> **Goal of the exercise**: Whenever a line contains the string "linejoin", copy it out of the entries.

> **Source material**:
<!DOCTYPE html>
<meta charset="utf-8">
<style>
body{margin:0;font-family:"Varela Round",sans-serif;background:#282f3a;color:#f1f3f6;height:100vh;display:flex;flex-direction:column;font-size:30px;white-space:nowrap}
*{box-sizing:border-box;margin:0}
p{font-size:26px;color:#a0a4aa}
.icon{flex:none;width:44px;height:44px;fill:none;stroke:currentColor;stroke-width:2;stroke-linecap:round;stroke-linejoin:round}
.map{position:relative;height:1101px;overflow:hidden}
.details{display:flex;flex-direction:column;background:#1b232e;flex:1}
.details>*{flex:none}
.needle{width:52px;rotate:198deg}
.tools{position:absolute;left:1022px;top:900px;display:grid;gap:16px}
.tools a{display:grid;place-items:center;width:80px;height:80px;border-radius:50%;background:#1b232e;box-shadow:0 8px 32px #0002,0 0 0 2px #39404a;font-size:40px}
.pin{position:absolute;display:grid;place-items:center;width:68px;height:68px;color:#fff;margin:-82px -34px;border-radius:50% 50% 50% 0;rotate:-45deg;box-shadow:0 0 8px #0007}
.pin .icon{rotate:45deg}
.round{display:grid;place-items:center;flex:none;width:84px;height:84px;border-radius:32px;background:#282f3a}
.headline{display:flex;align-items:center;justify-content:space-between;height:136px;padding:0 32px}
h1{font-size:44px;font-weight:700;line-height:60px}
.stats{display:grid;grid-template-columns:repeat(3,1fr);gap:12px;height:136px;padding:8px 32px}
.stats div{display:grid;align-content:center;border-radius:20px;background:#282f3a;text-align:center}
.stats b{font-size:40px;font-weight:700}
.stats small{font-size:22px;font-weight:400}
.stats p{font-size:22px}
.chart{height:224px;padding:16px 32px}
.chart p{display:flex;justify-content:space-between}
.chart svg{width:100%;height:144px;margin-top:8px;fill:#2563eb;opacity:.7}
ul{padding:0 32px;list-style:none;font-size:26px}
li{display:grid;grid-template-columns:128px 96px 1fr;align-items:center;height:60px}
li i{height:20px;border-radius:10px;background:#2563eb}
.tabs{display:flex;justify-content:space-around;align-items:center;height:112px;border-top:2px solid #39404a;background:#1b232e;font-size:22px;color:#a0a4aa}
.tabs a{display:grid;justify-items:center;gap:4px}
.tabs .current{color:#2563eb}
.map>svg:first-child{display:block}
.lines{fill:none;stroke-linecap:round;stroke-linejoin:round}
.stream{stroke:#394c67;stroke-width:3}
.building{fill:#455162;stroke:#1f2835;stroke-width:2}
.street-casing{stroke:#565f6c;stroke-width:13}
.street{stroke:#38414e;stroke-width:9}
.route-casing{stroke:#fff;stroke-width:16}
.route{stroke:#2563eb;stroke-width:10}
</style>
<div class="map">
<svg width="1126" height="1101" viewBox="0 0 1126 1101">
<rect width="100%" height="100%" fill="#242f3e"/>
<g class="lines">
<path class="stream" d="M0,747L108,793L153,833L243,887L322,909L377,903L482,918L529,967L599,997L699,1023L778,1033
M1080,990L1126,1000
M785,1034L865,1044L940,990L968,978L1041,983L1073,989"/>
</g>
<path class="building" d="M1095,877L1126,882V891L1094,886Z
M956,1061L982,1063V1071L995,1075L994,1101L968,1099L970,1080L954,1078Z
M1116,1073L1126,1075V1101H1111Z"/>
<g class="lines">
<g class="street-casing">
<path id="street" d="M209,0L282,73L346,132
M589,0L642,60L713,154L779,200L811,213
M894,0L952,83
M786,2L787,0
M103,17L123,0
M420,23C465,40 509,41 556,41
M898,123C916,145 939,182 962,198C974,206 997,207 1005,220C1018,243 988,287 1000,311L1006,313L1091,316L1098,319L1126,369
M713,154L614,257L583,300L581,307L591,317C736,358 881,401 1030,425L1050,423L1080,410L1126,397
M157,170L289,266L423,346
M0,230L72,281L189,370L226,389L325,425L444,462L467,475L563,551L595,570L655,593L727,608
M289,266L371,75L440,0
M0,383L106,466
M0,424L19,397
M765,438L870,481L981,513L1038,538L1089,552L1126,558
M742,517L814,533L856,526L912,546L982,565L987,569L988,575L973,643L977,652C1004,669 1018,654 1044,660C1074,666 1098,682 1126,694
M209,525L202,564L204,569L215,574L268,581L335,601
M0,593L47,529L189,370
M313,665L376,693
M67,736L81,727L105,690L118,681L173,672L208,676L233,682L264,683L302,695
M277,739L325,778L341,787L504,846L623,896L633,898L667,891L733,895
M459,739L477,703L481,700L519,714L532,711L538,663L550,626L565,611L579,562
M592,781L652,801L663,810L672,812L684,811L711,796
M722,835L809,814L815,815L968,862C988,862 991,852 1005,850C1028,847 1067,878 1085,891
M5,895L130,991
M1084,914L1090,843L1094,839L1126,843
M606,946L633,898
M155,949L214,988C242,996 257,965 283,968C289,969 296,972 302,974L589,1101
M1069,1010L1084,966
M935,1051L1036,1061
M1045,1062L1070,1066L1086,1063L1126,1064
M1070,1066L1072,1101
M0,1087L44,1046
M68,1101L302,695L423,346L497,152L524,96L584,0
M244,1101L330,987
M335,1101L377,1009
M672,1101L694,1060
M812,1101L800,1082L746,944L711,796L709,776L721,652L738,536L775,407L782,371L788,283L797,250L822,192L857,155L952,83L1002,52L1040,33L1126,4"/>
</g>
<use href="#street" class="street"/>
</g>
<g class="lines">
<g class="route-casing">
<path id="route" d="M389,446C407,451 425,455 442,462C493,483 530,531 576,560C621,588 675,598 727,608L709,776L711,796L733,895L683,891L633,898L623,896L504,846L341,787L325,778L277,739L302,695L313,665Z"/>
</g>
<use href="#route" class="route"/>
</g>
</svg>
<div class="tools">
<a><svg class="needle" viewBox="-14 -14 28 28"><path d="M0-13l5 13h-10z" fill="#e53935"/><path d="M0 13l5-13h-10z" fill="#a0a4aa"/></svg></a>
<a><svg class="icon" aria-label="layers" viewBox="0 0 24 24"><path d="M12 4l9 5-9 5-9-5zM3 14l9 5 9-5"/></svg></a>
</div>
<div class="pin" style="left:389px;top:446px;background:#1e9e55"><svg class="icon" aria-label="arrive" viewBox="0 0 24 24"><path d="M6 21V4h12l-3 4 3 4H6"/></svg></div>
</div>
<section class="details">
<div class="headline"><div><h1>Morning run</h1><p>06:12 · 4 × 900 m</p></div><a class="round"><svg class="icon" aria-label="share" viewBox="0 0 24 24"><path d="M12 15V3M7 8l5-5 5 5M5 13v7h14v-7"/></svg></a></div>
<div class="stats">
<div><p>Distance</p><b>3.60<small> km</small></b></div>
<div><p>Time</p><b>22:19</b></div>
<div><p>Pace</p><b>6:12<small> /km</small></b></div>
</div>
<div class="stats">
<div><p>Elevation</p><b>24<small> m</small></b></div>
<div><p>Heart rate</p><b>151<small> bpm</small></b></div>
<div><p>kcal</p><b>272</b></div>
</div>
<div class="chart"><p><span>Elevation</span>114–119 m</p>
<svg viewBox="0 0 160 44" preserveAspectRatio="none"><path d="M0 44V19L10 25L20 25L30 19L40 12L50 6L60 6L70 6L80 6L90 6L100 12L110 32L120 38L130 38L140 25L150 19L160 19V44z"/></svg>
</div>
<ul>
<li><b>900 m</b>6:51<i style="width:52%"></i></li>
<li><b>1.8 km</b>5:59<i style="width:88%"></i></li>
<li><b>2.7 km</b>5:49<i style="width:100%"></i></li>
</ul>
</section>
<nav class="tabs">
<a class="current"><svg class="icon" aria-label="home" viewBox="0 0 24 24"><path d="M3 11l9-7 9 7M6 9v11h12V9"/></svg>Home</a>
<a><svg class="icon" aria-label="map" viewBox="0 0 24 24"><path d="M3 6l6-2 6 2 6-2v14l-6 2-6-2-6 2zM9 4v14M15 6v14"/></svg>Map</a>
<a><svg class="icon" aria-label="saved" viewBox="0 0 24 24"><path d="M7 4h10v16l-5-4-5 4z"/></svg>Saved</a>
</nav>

> **Exercise result**:
.icon{flex:none;width:44px;height:44px;fill:none;stroke:currentColor;stroke-width:2;stroke-linecap:round;stroke-linejoin:round}
.lines{fill:none;stroke-linecap:round;stroke-linejoin:round}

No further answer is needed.